Every entry should be reproduced word for word.

═══ EXTRACTED ENTRIES ═══

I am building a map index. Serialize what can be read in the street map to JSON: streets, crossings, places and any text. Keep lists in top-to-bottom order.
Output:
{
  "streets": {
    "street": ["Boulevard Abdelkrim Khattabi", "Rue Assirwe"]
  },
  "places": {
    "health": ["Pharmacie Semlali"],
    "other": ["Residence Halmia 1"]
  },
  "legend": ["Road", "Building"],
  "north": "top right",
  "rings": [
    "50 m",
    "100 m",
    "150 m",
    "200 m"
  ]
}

═══

ANSWER BOX
I am building a map index. Serialize what can be read in the street map to JSON: streets, crossings, places and any text. Keep lists in top-to-bottom order.
Output:
{
  "streets": {
    "street": ["Boulevard Abdelkrim Khattabi", "Rue Assirwe"]
  },
  "places": {
    "health": ["Pharmacie Semlali"],
    "other": ["Residence Halmia 1"]
  },
  "legend": ["Road", "Building"],
  "north": "top right",
  "rings": [
    "50 m",
    "100 m",
    "150 m",
    "200 m"
  ]
}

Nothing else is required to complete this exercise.